By David Swanson
A constituent of Senator Jay Rockefeller, chair of the Senate Intelligence Committee, sent his office an article I wrote lamenting his failure to conduct over the past 10 months the investigation of White House war lies that he spent the previous three years criticizing the Republicans for not doing.
Rockefeller’s office replied thus: “The Committee is still working on a final report that examines public statements by government officials and whether they were supported by the underlying intelligence. As soon as it is completed, it will be promptly released to the public.”
Asked about the related never-done report on intelligence activities relating to Iraq conducted by the Policy Counterterrorism Evaluation Group (PCTEG) and the Office of Special Plans within the Office of the Under Secretary of Defense for Policy, Rockefeller’s office said it might not bother to do that report since the Pentagon has already conducted its own investigation of the Office of Special Plans.
As to when they would produce the report they claim they are working on, Rockefeller’s staff refused to say. Back in January, they told the same constituent they planned to have all three of the reports then remaining completed by late spring or early summer. Instead, they’ve completed one, dropped one, and claim to still be working on the key report that everyone has been waiting years for, the same report that Rockefeller and Reid forced the Senate into closed session two years ago in an attempt to force the Republicans to produce.
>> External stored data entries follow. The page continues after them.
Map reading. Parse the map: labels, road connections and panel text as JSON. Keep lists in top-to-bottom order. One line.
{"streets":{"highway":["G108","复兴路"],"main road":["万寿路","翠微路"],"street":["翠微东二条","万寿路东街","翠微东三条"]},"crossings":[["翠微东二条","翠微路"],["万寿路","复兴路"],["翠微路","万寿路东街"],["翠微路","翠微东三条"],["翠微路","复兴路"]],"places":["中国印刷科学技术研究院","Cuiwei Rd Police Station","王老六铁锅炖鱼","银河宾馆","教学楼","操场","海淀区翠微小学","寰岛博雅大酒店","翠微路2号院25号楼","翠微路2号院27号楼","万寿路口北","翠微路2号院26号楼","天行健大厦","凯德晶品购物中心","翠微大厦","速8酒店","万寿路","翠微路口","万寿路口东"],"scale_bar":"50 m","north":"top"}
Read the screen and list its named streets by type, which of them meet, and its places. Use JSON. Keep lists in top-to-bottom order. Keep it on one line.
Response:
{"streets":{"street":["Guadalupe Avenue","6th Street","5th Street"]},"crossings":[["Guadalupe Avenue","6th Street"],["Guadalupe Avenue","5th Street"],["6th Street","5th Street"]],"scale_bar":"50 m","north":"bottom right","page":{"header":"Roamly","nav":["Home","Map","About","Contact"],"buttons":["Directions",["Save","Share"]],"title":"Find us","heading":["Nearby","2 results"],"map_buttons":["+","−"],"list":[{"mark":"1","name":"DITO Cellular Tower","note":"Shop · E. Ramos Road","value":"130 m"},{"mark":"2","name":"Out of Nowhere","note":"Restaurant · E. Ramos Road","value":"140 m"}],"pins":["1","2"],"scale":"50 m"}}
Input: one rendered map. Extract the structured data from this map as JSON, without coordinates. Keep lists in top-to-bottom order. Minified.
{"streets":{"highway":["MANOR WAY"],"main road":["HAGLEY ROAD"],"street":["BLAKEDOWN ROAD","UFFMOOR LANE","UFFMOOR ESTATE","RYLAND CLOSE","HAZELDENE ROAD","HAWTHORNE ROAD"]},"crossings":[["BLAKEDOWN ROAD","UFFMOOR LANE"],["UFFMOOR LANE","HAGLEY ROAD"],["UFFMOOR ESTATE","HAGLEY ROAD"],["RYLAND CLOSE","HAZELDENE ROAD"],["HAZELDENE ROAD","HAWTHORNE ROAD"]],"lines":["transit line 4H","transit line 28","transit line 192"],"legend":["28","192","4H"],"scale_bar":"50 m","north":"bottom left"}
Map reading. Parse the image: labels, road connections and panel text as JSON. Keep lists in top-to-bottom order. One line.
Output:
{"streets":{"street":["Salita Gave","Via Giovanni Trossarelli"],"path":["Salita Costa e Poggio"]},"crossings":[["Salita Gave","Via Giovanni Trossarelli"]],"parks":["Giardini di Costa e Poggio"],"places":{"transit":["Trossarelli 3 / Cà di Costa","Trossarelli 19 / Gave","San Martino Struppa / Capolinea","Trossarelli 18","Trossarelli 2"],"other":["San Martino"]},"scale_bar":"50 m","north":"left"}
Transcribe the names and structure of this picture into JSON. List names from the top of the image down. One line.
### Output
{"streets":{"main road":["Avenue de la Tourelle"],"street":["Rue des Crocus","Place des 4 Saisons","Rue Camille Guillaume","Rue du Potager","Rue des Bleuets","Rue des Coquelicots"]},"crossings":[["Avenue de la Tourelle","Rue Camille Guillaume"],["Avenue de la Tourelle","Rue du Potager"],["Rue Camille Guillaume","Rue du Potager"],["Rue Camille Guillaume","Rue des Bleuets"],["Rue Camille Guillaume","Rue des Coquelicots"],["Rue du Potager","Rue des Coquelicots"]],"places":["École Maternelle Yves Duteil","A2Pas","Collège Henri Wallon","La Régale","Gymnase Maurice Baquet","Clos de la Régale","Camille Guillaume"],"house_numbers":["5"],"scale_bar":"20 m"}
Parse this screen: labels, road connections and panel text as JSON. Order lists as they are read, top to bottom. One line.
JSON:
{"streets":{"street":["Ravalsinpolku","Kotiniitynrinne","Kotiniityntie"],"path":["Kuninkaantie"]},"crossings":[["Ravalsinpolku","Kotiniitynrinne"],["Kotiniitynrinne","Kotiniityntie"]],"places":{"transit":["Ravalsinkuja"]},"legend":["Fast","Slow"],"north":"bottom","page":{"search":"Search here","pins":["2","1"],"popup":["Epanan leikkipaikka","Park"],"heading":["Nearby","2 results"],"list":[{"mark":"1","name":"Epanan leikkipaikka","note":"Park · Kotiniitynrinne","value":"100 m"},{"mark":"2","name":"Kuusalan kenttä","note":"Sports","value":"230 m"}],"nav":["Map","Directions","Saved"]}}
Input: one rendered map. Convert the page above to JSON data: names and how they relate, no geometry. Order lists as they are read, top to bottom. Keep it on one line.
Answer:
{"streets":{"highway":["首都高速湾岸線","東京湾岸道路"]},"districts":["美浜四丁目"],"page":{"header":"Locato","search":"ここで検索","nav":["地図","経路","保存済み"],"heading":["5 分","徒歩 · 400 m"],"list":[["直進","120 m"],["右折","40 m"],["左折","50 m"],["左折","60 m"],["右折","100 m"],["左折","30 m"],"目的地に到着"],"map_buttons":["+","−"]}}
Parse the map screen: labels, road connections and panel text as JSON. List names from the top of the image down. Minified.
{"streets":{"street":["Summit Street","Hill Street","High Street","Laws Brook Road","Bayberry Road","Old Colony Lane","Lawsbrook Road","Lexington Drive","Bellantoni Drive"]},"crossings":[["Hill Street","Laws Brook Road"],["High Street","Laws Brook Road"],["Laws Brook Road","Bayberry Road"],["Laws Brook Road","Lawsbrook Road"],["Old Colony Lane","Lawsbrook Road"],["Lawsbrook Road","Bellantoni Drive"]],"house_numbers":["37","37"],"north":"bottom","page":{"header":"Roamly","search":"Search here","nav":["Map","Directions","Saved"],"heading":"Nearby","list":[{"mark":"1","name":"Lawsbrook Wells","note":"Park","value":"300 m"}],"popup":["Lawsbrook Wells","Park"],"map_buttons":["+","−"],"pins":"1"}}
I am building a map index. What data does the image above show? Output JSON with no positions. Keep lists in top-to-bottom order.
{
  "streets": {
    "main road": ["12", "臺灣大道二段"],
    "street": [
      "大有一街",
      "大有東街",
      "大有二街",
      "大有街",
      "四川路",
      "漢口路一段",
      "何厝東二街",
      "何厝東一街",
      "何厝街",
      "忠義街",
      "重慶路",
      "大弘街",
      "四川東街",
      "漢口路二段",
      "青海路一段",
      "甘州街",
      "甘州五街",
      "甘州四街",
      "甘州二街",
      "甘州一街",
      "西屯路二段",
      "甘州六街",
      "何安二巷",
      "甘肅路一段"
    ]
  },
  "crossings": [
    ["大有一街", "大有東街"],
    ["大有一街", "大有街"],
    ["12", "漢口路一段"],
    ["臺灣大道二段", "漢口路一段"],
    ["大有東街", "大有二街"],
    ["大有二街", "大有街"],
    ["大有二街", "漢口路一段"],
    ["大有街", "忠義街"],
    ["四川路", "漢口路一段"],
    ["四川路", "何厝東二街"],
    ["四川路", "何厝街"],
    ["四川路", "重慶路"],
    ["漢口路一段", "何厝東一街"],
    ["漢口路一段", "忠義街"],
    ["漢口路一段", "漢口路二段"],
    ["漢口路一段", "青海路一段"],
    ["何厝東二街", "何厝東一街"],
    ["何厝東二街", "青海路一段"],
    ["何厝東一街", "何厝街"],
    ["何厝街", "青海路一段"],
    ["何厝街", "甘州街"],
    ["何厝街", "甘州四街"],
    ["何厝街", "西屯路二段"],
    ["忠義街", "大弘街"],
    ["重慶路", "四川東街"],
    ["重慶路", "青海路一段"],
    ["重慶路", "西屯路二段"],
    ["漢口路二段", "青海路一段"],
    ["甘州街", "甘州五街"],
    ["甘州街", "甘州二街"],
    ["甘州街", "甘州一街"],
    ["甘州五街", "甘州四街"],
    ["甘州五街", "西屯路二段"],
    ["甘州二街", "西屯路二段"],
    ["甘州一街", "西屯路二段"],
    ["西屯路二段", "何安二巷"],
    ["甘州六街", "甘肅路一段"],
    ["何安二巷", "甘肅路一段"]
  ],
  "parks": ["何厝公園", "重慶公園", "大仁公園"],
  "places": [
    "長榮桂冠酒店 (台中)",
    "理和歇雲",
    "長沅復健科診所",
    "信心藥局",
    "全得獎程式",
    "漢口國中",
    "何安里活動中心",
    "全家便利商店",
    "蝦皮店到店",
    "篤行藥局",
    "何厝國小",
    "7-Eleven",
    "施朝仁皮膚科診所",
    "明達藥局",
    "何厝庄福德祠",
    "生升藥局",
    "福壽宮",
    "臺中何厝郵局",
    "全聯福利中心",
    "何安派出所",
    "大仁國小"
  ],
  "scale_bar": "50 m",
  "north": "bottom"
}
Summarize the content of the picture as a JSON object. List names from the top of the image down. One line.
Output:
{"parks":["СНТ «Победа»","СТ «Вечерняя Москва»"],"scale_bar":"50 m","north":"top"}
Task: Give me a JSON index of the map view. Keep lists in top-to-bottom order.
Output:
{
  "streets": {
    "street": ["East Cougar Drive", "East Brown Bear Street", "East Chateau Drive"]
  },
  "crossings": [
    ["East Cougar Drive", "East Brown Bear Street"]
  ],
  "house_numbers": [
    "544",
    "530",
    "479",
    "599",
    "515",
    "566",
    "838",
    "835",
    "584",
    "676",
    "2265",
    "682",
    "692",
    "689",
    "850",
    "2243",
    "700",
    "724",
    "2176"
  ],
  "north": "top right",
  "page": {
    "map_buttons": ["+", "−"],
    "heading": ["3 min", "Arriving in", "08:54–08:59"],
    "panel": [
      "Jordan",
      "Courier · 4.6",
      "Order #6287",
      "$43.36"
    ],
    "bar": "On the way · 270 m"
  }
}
In September, Rockefeller’s office told the same constituent that the remaining two reports had in fact been completed but were being reviewed by the Department of Homeland Security. If that was true, it’s safe to assume that the White House is blocking release of the report and Rockefeller is cooperatively not saying so. If it’s not true, and if the key report, the one on whether Bush and Cheney were lying, has still not been done, my guess is Rockefeller will either never release it or release it shortly before the 2008 elections, and I lean strongly toward the former.
Like a rock.
Soft on Bush and Cheney.
Tough on Iraqi children.
Send the Senate a country road.
Take him home, to the place he belongs, West Virginia.